Attachment Content-Type Size
rows_frame_types.20091129.patch application/octet-stream 86.1 KB

From: Andrew Gierth <andrew(at)tao11(dot)riddles(dot)org(dot)uk>
To: pgsql-hackers(at)postgresql(dot)org
Cc: Hitoshi Harada <umi(dot)tanuki(at)gmail(dot)com>
Subject: Re: add more frame types in window functions (ROWS)
Date: 2009-12-02 08:16:00
Message-ID: 871vjdu78n.fsf@news-spur.riddles.org.uk
Views: Raw Message | Whole Thread | Download mbox | Resend email
Lists: pgsql-hackers

>>>>> "Hitoshi" == Hitoshi Harada <umi(dot)tanuki(at)gmail(dot)com> writes:

Hitoshi> As earlier mail, I added aggcontext to WindowAggState.

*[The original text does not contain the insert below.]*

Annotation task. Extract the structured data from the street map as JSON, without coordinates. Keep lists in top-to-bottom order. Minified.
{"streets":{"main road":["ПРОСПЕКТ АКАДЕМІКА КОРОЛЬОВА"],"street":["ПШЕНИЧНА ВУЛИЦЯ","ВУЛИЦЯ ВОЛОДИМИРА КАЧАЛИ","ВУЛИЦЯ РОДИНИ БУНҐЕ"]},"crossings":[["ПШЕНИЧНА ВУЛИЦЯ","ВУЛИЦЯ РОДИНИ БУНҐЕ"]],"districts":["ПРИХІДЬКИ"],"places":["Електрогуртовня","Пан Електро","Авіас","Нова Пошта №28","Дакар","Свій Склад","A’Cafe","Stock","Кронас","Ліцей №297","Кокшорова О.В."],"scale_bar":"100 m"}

This issue (as detailed in this post):
http://archives.postgresql.org/pgsql-hackers/2009-11/msg01871.php

is currently the only significant outstanding issue in my review of this
patch. I think we need to see more feedback on whether it is acceptable
to change the aggregate function API again (and if so, what to do with it)
before I can post a final review on this and mark it ready for committer
(or not).

--
Andrew.


From: Andrew Gierth <andrew(at)tao11(dot)riddles(dot)org(dot)uk>
To: Hitoshi Harada <umi(dot)tanuki(at)gmail(dot)com>, pgsql-hackers(at)postgresql(dot)org
Subject: Re: add more frame types in window functions (ROWS)
Date: 2009-12-04 21:15:36
Message-ID: 877ht2o8q3.fsf@news-spur.riddles.org.uk
Views: Raw Message | Whole Thread | Download mbox | Resend email
Lists: pgsql-hackers

Functionally this patch looks excellent; correct format, applies
cleanly, passes regression, and I've been unable to find any issues
with the code itself. But I still have a concern over the interface
change, so I'm setting this back to "waiting on author" for now even
though it's really a matter for general discussion on -hackers.

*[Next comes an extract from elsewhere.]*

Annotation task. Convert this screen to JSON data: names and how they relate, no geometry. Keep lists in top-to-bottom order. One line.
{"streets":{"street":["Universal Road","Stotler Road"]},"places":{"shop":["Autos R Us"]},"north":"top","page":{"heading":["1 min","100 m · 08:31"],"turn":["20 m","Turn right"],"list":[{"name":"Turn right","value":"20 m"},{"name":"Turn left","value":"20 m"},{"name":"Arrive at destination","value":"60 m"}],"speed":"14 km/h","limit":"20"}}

To take the outstanding issues in descending order of importance:

1) Memory context handling for aggregate calls

Having thought about this carefully, I think the solution used in this
patch has to be rejected for one specific reason: if you compile
existing code (i.e. aggregates that use WindowAggState.wincontext)
written for 8.4 against the patched server, the code compiles
successfully and appears to run, but leaks memory at runtime. (And I've
confirmed that there do exist external modules that would be affected.)

If we're going to change the interface in this way, there should, IMO,
be enough of a change that old code fails to compile; e.g. by renaming
wincontext to partition_context or some equivalent change.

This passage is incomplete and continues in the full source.